Launched in January 2018, the Tasmanian Magic Research Project was established to investigate and document physical evidence of “the material state of magic” throughout the state of Tasmania during the 19th century. The project is led by author, publisher, and historian Dr. Ian Evans, who has written numerous books on the history and conservation of old Australian houses. Evans is credited with contributing to the growth of the heritage movement that spread throughout Australia in the 1980s and was awarded the Medal of the Order of Australia in 2005 for service to the preservation of the country’s architectural heritage.

“Australia was thought to be a desert as far as the practice of magic was concerned,” Evans said in a recent story on ABC Television’s 7:30 Report. “Because generations of researchers had worked their way through archives and libraries and memoirs and reminiscences – not a word about magic.”

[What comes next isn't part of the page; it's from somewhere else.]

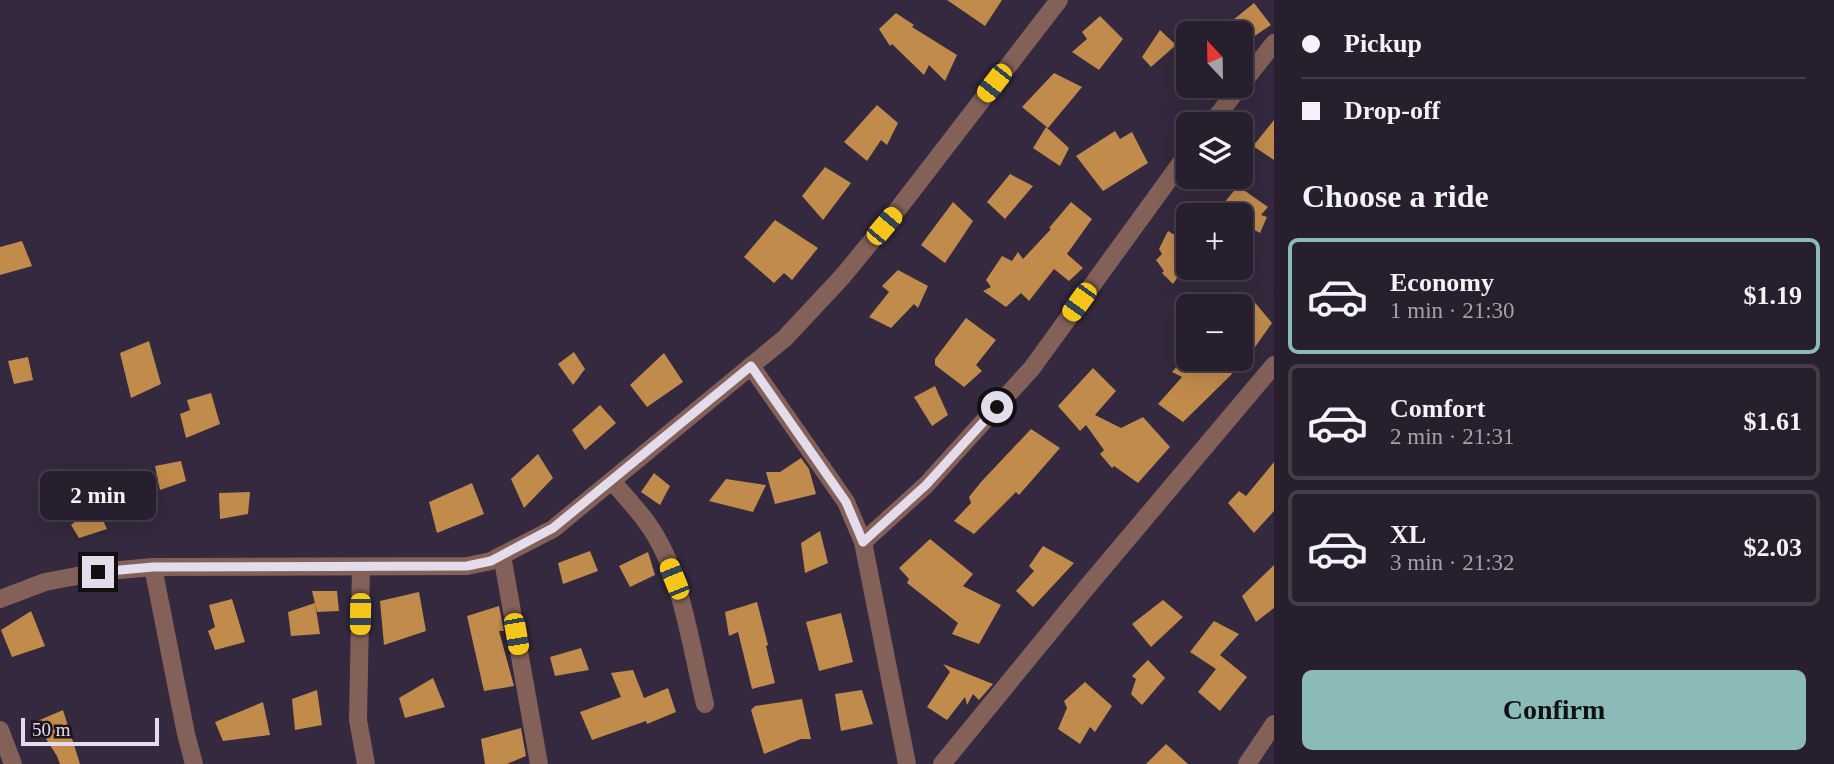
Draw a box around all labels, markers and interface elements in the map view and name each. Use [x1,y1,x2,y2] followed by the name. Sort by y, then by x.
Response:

However physical evidence of the practice of magic existed, not in the archives but in the buildings themselves. Since commencing fieldwork, project researchers have documented a number of apotropaic marks – that is marks considered to have the power to avert evil or bad luck – in old homesteads, inns, stables, courthouses, and more.

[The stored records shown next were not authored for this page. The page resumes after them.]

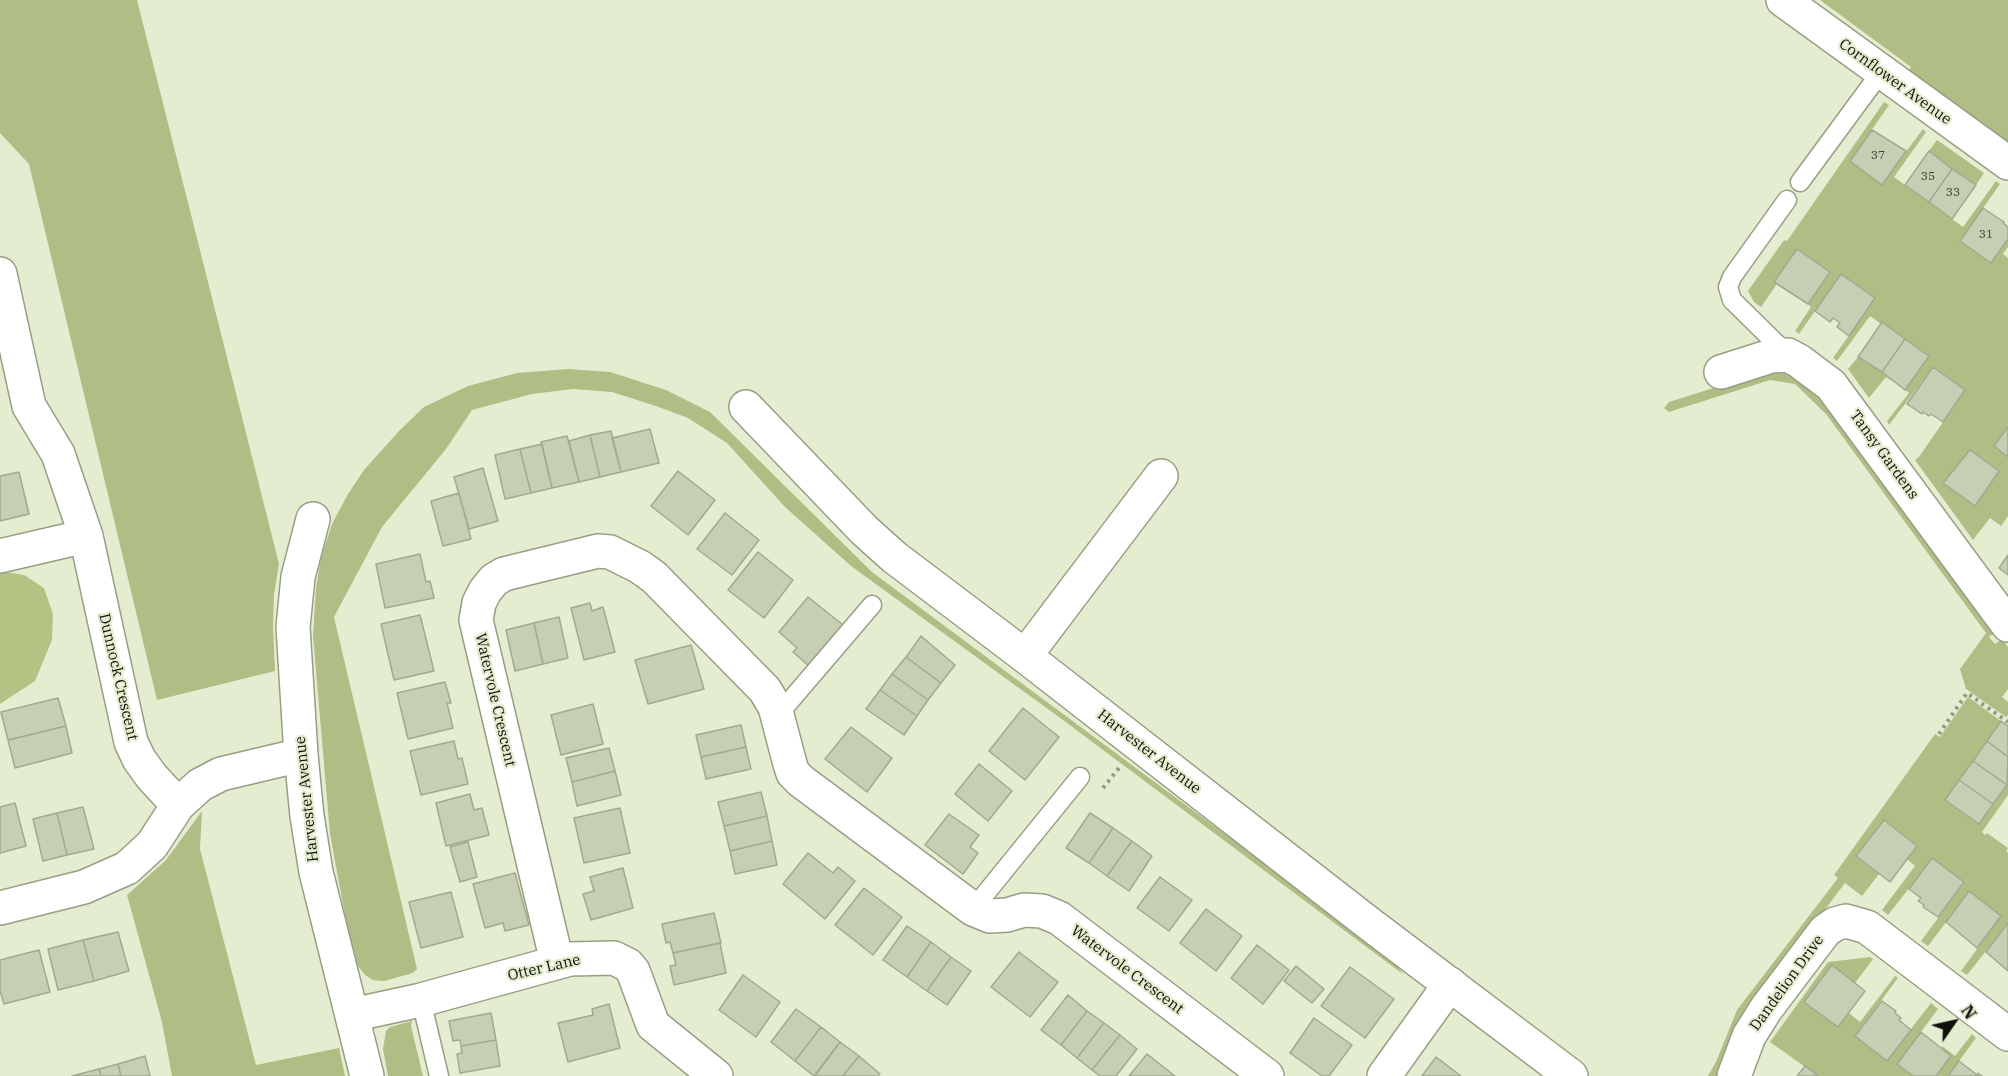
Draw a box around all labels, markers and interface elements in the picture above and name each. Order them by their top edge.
street label: Cornflower Avenue [1835,35,1955,129]
house number: 37 [1871,149,1885,163]
house number: 35 [1921,170,1935,184]
house number: 33 [1946,186,1960,200]
house number: 31 [1979,228,1993,242]
street label: Tansy Gardens [1846,407,1922,503]
street label: Dunnock Crescent [95,612,141,742]
street label: Watervole Crescent [471,631,519,769]
street label: Harvester Avenue [1094,706,1204,798]
street label: Harvester Avenue [291,735,323,863]
street label: Watervole Crescent [1067,922,1187,1018]
street label: Dandelion Drive [1746,932,1828,1034]
street label: Otter Lane [506,951,582,985]
north arrow [1924,992,1984,1052]
text: N [1957,1001,1981,1023]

Safe from Harm: Apotropaic Marks in Colonial Australian Buildings

Marks found in Tasmania to date include hexafoils, which are made up of six circular arcs overlapping to form a flower-like image, a consecration cross, concentric circles, and burn marks.

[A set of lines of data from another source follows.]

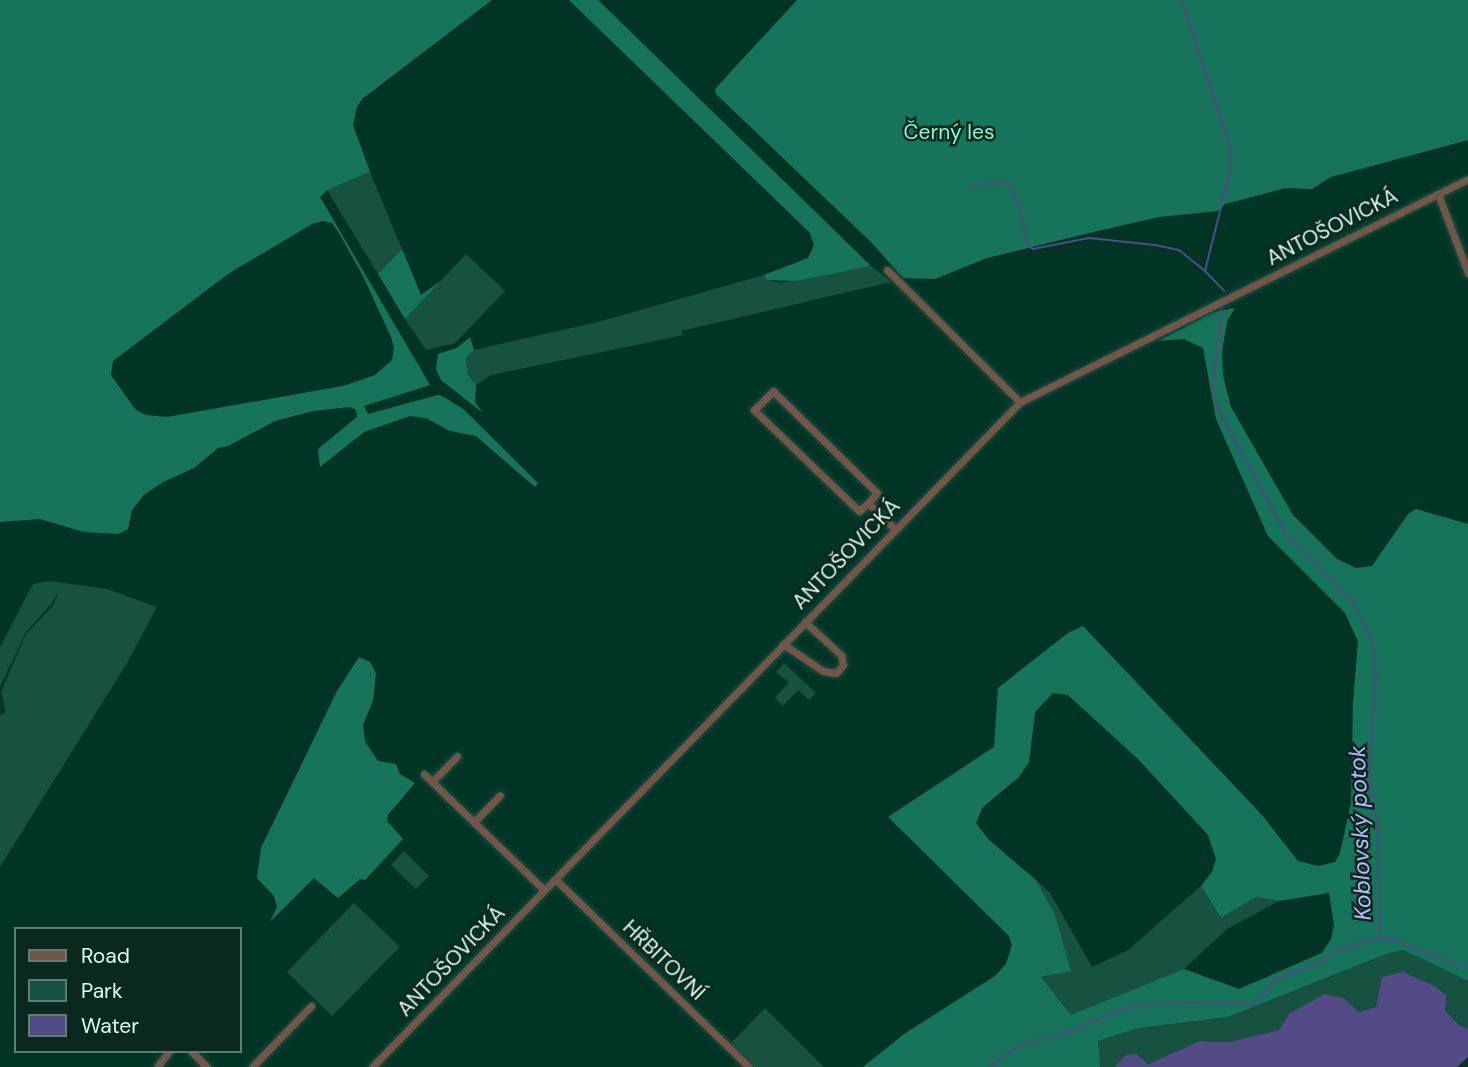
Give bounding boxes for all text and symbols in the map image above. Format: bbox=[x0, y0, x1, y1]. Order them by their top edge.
park label: Černý les bbox=[904, 119, 994, 145]
street label: ANTOŠOVICKÁ bbox=[1262, 183, 1402, 271]
street label: ANTOŠOVICKÁ bbox=[787, 494, 905, 614]
water label: Koblovský potok bbox=[1343, 745, 1377, 921]
street label: ANTOŠOVICKÁ bbox=[392, 901, 510, 1021]
street label: HŘBITOVNÍ bbox=[618, 915, 710, 1005]
legend bbox=[14, 927, 242, 1053]
text: Road bbox=[81, 942, 130, 970]
text: Park bbox=[81, 977, 122, 1005]
text: Water bbox=[81, 1012, 139, 1040]

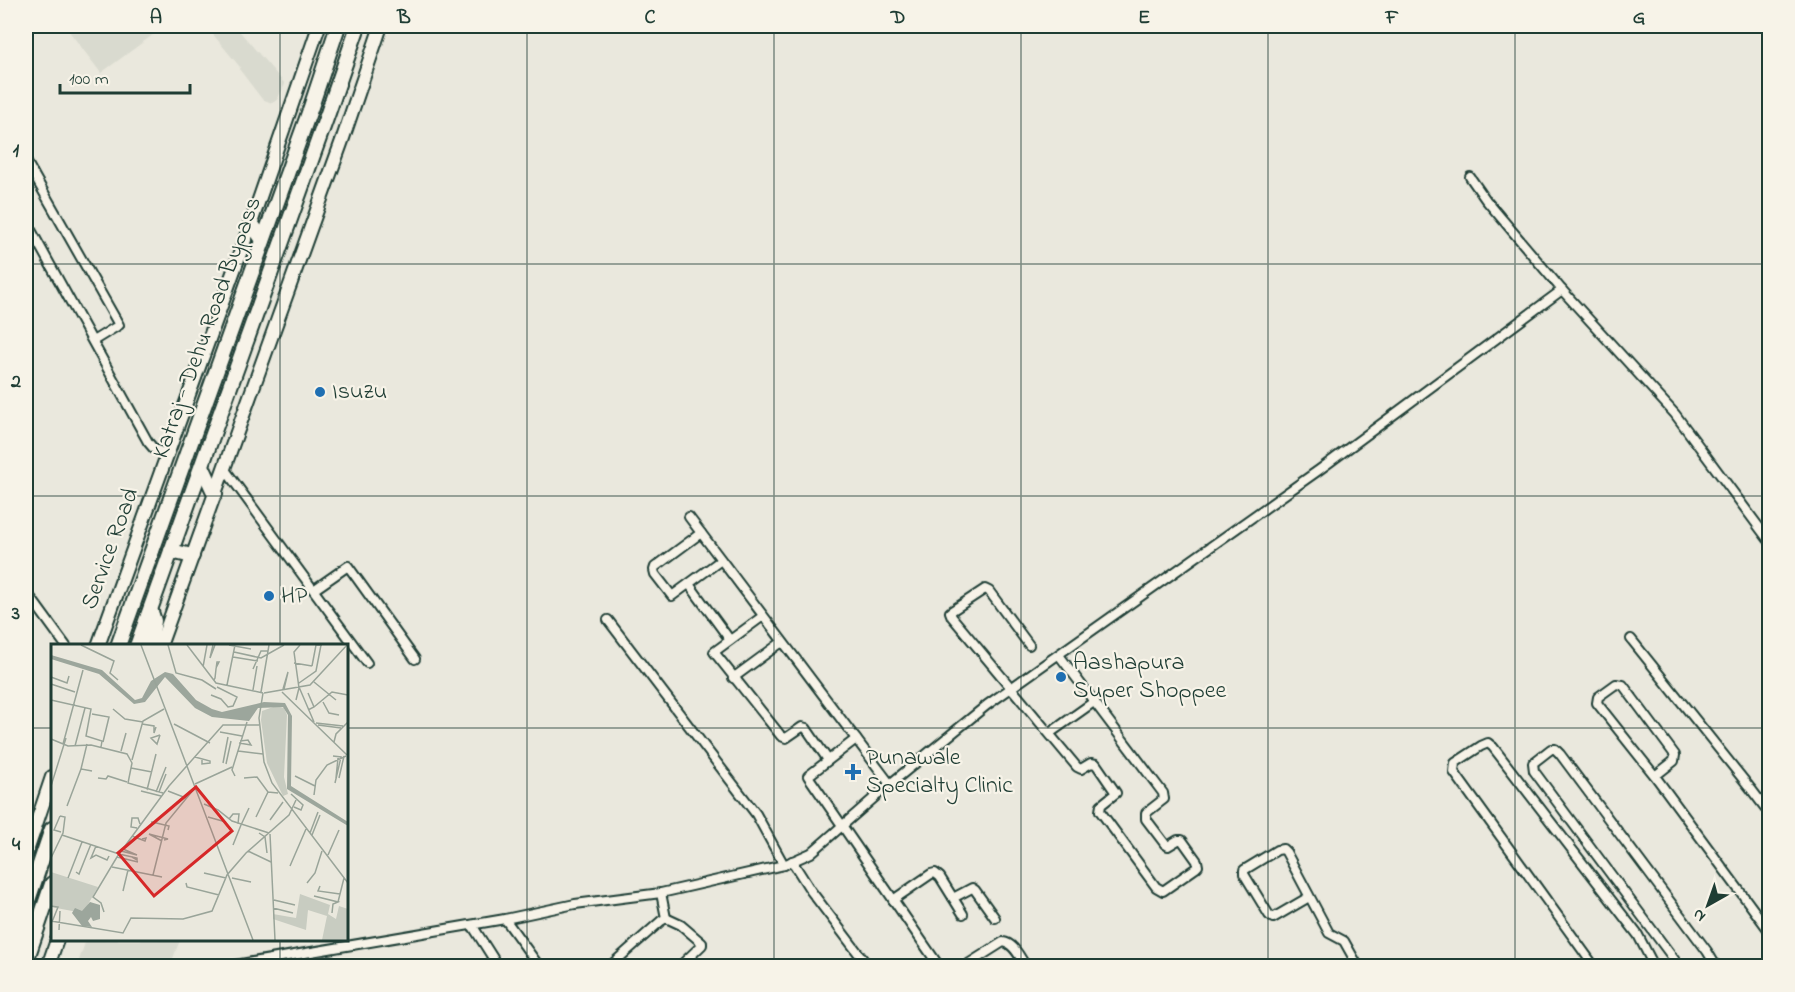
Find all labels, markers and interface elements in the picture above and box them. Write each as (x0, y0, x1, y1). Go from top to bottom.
text: A (150, 4, 162, 33)
text: B (396, 4, 411, 33)
text: C (645, 4, 656, 33)
text: D (890, 4, 905, 33)
text: E (1138, 4, 1150, 33)
text: F (1385, 4, 1399, 33)
text: G (1633, 4, 1646, 33)
scale bar (60, 57, 190, 95)
text: 100 m (69, 67, 109, 93)
text: 1 (13, 137, 20, 166)
street label: Katraj - Dehu Road Bypass (144, 192, 273, 464)
text: 2 (10, 368, 21, 397)
place label: Isuzu (332, 375, 387, 410)
marker: Isuzu (313, 385, 327, 399)
street label: Service Road (73, 483, 149, 615)
place label: HP (281, 579, 308, 614)
marker: HP (262, 589, 276, 603)
text: 3 (11, 600, 20, 629)
inset map (51, 644, 348, 941)
place label: Aashapura Super Shoppee (1073, 646, 1226, 709)
marker: Aashapura Super Shoppee (1054, 670, 1068, 684)
place label: Punawale Specialty Clinic (866, 741, 1013, 805)
marker: Punawale Specialty Clinic (844, 763, 862, 781)
text: 4 (12, 831, 21, 860)
north arrow (1678, 875, 1738, 935)
text: N (1688, 902, 1711, 928)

Hexafoils seem to be among the most commonly used apotropaic symbols – a sentiment confirmed by Timothy Easton in Ronald Hutton’s (ed) Physical Evidence for Ritual Acts, Sorcery and Witchcraft in Christian Britain: a feeling for magic:

Hexafoil is used here as a generic term because other names frequently used to describe this symbol, such as ‘daisy wheel’ and ‘marigold’ (Mary’s Gold), imply flowers, femininity and an association with the Virgin Mary. However this design has, a long association as a sun symbol which was usually considered masculine, whether as Apollo the sun god, or later as Jesus Christ. They first appear as solar wheels on stone and rock engraving in prehistoric times. In more recent times these symbols were applied to all types of buildings, whatever their construction, and they are found also on furniture, domestic containers and household equipment. On medieval church chests these hexafoils can appear to be mere decoration, with no certain apotropaic use. However, certain later pieces demonstrate a layout which, when combined with other symbols, strongly suggest that the hexafoils were applied for apotropaic reasons.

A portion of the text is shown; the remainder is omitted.